Red. Anna Maria Maranowska – portal W SZPILKACH ZA KIEROWNICĄ; „Jazda Leonami sprawia niebywałą satysfakcję poczynając od ST poprzez 4DRIVE, który idealnie trzyma się drogi i superwypasionego X-Perience po zwijającą asfalt Cuprę. Moja miłość do Leona jest tylko trochę mniejsza niż do Marka, który jest moim partnerem”.

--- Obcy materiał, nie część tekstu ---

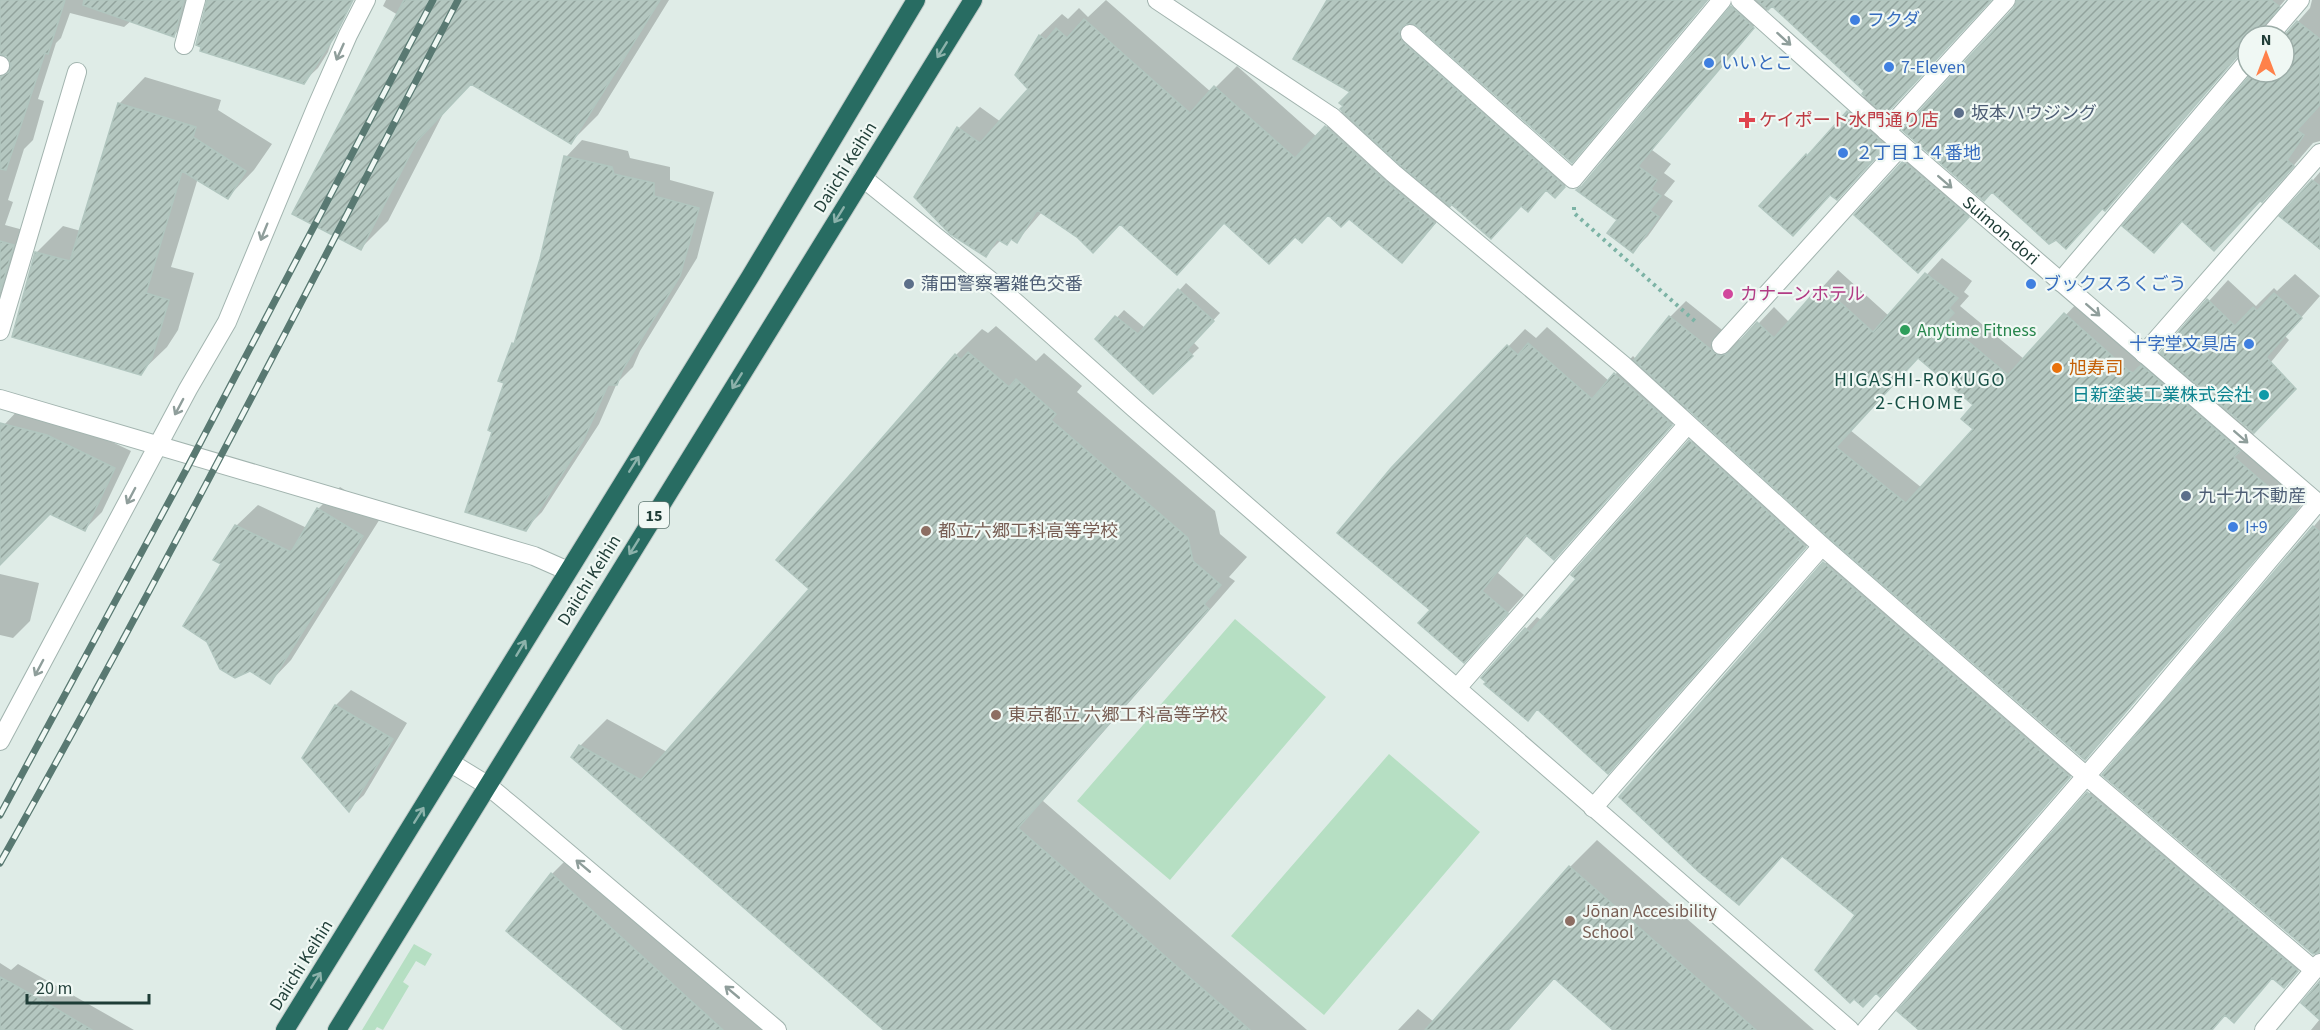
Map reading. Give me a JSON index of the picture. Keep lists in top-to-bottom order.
{
  "streets": {
    "highway": ["Daiichi Keihin", "15"],
    "street": ["Suimon-dori"]
  },
  "one_way": ["Suimon-dori"],
  "districts": ["HIGASHI-ROKUGO 2-CHOME"],
  "places": {
    "other": [
      "フクダ",
      "いいとこ",
      "7-Eleven",
      "坂本ハウジング",
      "２丁目１４番地",
      "蒲田警察署雑色交番",
      "ブックスろくごう",
      "カナーンホテル",
      "Anytime Fitness",
      "十字堂文具店",
      "旭寿司",
      "日新塗装工業株式会社",
      "九十九不動産",
      "I+9",
      "都立六郷工科高等学校",
      "東京都立 六郷工科高等学校",
      "Jōnan Accesibility School"
    ],
    "health": ["ケイポート水門通り店"]
  },
  "scale_bar": "20 m",
  "north": "top"
}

Jakub Góralczyk z firmy SEAT Polska; „Leon ewoluował przez dziesiątki lat, teraz jako marka jesteśmy w ofensywie, choć jeszcze kilka lat temu przeżywała kryzys i spadek sprzedaży. Obecnie sprzedaż rośnie, wprowadzimy wkrótce aż dwa SUV-y”. Naszym flagowym autem jest wspomniany Leon. W sportowej wersji Cupra to prawdziwa bestia, którą trudno jest opanować. To fantastyczny samochód, którym trzeba się przejechać, by się o tym przekonać, do czego osobiście zachęcam”.
Impreza była kameralna i klimatyczna, dziennikarzom podobały się zarówno auta w przeróżnych wersjach, jak i ciekawa niebanalna mazowiecka trasa. Do następnego razu z Seatem.